Top of Provided records

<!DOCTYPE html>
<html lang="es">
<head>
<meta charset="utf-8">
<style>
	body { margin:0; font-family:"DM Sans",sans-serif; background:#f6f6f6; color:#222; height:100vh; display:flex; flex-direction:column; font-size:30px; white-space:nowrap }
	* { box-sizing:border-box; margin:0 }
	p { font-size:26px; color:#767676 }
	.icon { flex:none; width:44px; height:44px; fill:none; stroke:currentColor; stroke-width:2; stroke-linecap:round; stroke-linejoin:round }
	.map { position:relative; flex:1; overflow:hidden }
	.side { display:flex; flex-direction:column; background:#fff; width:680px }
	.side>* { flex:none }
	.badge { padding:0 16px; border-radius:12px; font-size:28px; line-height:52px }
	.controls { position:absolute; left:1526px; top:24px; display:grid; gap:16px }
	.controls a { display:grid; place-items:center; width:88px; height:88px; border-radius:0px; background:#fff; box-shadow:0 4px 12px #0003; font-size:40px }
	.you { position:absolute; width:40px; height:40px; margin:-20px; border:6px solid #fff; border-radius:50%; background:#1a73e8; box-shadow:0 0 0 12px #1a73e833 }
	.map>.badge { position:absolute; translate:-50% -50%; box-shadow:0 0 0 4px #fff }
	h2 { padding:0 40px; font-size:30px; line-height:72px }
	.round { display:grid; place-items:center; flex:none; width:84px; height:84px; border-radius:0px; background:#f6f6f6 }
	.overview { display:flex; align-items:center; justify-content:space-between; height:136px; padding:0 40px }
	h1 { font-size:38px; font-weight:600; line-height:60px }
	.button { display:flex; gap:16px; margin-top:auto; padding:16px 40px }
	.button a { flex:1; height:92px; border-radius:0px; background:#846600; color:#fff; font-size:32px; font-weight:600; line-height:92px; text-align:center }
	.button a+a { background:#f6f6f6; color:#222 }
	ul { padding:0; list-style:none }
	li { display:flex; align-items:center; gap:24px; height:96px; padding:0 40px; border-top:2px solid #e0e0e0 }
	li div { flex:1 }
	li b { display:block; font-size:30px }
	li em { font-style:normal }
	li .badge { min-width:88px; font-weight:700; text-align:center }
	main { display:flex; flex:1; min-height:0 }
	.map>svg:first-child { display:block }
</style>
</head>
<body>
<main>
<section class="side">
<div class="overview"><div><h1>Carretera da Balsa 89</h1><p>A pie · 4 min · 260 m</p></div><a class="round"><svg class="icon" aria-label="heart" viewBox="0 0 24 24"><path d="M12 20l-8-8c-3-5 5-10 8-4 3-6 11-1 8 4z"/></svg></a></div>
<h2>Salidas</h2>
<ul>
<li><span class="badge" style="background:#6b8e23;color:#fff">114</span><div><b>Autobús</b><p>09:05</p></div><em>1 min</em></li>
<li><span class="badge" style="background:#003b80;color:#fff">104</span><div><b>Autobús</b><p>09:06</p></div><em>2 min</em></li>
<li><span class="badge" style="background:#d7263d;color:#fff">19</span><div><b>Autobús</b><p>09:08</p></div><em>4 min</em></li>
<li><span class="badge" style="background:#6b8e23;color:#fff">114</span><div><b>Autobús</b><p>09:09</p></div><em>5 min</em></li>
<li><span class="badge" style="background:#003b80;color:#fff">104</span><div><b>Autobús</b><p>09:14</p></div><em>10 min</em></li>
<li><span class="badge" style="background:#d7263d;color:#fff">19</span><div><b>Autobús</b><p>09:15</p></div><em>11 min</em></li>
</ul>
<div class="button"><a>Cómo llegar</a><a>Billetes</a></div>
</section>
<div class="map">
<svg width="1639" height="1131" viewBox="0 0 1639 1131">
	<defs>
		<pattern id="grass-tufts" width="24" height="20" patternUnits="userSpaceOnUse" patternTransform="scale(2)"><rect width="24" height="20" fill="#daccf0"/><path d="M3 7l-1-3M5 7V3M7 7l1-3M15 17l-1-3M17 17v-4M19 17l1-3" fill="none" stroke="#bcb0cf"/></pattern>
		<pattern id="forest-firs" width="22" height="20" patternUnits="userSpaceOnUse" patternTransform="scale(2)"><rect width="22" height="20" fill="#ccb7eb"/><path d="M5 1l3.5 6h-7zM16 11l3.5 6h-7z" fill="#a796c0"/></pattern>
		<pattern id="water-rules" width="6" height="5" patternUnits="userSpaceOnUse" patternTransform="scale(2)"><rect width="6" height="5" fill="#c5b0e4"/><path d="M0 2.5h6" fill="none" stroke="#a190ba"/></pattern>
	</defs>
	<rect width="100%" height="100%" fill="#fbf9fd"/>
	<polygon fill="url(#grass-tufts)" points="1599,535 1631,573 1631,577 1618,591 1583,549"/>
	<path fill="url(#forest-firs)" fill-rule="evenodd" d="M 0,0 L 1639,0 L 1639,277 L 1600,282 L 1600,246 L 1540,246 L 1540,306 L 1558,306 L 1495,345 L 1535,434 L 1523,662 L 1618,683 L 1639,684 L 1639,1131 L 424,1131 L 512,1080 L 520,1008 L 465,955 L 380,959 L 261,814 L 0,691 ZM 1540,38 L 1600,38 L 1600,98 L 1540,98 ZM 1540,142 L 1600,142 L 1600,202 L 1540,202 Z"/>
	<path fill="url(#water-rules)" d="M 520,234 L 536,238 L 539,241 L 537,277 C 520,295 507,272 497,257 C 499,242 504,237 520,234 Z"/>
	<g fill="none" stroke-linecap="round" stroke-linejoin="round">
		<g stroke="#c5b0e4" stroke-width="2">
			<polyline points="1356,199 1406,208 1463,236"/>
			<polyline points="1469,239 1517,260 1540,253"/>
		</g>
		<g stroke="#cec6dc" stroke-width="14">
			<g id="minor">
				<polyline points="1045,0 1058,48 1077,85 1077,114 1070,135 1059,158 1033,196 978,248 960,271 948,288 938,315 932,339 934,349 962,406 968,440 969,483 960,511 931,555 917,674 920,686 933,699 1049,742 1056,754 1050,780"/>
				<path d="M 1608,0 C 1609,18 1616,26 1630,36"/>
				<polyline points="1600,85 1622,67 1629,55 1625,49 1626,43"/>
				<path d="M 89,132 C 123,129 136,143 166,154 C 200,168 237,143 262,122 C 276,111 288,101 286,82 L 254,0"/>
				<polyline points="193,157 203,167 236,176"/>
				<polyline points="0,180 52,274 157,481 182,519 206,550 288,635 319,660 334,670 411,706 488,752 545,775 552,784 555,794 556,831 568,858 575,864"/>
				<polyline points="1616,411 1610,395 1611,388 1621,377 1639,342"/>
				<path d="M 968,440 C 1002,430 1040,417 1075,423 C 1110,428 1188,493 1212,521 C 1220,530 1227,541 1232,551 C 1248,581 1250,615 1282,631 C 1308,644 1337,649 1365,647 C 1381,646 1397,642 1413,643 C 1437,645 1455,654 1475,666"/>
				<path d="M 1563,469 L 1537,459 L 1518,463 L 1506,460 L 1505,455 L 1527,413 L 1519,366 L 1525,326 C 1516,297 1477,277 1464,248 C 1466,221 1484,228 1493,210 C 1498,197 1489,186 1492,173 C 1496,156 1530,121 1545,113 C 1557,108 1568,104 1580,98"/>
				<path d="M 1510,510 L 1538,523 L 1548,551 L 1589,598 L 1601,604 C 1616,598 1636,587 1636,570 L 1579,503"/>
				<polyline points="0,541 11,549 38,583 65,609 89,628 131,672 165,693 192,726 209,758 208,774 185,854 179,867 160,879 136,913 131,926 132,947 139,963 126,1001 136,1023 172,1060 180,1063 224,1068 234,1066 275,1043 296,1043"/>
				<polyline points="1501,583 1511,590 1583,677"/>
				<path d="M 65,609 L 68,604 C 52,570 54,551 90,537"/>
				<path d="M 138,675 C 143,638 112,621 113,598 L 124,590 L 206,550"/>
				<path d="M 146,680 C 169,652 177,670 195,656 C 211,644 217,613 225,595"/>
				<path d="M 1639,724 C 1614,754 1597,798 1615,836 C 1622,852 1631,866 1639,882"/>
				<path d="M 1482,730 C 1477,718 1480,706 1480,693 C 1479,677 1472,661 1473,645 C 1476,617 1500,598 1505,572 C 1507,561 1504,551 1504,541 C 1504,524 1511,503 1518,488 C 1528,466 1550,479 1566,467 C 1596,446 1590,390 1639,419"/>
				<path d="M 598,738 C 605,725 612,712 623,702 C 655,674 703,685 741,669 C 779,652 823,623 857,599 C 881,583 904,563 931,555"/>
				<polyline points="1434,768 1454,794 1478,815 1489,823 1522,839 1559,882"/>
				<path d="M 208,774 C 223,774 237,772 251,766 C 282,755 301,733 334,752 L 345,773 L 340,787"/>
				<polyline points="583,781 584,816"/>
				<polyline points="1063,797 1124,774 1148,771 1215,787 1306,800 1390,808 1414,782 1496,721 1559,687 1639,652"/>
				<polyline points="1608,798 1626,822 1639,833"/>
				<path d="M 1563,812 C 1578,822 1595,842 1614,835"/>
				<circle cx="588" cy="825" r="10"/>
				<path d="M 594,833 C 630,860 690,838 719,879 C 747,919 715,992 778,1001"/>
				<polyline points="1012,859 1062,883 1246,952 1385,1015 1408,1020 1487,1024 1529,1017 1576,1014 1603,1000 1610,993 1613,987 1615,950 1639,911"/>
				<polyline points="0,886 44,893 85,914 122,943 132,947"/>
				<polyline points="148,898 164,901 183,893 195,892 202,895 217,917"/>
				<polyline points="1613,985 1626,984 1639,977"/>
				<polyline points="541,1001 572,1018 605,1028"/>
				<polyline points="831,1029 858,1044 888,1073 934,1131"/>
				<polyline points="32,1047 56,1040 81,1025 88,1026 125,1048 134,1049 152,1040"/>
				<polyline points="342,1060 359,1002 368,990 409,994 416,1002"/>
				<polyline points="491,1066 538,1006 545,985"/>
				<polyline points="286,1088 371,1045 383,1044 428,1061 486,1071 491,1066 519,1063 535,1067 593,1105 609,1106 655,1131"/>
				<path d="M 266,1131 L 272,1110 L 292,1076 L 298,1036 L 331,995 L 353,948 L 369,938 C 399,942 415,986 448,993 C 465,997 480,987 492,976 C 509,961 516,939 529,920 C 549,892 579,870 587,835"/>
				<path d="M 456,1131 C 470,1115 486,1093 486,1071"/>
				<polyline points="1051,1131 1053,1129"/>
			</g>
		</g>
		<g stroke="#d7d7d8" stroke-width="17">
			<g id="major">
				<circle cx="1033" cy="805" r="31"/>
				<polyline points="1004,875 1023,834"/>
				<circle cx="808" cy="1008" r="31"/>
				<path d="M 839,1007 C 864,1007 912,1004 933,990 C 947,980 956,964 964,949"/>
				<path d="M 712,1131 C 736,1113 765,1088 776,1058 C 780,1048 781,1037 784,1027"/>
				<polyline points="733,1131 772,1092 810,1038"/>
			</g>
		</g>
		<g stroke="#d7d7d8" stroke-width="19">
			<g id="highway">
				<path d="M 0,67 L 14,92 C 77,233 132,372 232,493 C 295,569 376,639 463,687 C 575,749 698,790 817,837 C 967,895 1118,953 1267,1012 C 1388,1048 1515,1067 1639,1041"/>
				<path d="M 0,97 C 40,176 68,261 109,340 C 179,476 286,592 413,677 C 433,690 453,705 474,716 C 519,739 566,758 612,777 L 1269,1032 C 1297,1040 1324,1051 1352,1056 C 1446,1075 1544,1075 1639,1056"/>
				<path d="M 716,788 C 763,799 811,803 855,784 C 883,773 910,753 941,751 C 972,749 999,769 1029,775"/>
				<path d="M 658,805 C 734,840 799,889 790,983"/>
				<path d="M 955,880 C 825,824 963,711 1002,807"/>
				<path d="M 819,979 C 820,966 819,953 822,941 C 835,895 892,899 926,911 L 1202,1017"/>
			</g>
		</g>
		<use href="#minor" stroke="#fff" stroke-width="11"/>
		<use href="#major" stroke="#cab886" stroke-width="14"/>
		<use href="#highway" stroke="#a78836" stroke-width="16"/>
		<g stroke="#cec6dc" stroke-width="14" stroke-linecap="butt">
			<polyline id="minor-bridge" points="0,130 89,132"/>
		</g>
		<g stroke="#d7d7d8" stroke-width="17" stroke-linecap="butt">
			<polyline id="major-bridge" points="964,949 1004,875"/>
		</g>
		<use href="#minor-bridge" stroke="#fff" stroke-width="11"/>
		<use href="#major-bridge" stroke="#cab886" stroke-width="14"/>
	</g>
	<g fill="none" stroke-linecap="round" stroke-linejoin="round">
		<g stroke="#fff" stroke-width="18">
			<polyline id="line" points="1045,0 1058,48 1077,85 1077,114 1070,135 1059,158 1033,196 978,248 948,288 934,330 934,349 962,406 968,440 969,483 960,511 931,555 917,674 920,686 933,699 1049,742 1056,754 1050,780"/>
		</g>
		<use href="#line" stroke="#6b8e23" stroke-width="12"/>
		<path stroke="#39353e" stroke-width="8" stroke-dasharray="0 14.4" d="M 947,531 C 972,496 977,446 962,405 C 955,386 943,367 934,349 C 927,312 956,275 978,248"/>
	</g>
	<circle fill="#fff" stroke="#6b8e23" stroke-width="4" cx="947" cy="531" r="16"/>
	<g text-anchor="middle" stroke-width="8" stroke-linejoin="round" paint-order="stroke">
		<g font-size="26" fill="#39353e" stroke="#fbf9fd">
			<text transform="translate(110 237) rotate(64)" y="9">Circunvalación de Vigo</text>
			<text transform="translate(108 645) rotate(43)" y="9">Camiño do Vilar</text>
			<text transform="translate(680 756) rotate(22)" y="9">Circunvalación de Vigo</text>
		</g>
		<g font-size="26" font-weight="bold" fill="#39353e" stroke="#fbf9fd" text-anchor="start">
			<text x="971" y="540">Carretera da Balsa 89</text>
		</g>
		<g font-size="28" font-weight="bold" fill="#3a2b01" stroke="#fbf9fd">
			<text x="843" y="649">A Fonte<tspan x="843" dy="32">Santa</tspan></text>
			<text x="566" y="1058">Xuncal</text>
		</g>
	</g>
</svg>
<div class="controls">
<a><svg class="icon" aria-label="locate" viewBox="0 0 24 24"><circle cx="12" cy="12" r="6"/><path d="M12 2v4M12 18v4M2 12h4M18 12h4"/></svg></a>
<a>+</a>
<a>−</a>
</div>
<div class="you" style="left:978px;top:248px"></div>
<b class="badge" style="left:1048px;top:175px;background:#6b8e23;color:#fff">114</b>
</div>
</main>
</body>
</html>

Bottom of Provided records

▶ _Problem to solve_:
Your task is to reproduce the entries exactly, starting at the first line and ending with the line containing "display:flex; flex:1; min-height:0".

▶ _Result below_:
<!DOCTYPE html>
<html lang="es">
<head>
<meta charset="utf-8">
<style>
	body { margin:0; font-family:"DM Sans",sans-serif; background:#f6f6f6; color:#222; height:100vh; display:flex; flex-direction:column; font-size:30px; white-space:nowrap }
	* { box-sizing:border-box; margin:0 }
	p { font-size:26px; color:#767676 }
	.icon { flex:none; width:44px; height:44px; fill:none; stroke:currentColor; stroke-width:2; stroke-linecap:round; stroke-linejoin:round }
	.map { position:relative; flex:1; overflow:hidden }
	.side { display:flex; flex-direction:column; background:#fff; width:680px }
	.side>* { flex:none }
	.badge { padding:0 16px; border-radius:12px; font-size:28px; line-height:52px }
	.controls { position:absolute; left:1526px; top:24px; display:grid; gap:16px }
	.controls a { display:grid; place-items:center; width:88px; height:88px; border-radius:0px; background:#fff; box-shadow:0 4px 12px #0003; font-size:40px }
	.you { position:absolute; width:40px; height:40px; margin:-20px; border:6px solid #fff; border-radius:50%; background:#1a73e8; box-shadow:0 0 0 12px #1a73e833 }
	.map>.badge { position:absolute; translate:-50% -50%; box-shadow:0 0 0 4px #fff }
	h2 { padding:0 40px; font-size:30px; line-height:72px }
	.round { display:grid; place-items:center; flex:none; width:84px; height:84px; border-radius:0px; background:#f6f6f6 }
	.overview { display:flex; align-items:center; justify-content:space-between; height:136px; padding:0 40px }
	h1 { font-size:38px; font-weight:600; line-height:60px }
	.button { display:flex; gap:16px; margin-top:auto; padding:16px 40px }
	.button a { flex:1; height:92px; border-radius:0px; background:#846600; color:#fff; font-size:32px; font-weight:600; line-height:92px; text-align:center }
	.button a+a { background:#f6f6f6; color:#222 }
	ul { padding:0; list-style:none }
	li { display:flex; align-items:center; gap:24px; height:96px; padding:0 40px; border-top:2px solid #e0e0e0 }
	li div { flex:1 }
	li b { display:block; font-size:30px }
	li em { font-style:normal }
	li .badge { min-width:88px; font-weight:700; text-align:center }
	main { display:flex; flex:1; min-height:0 }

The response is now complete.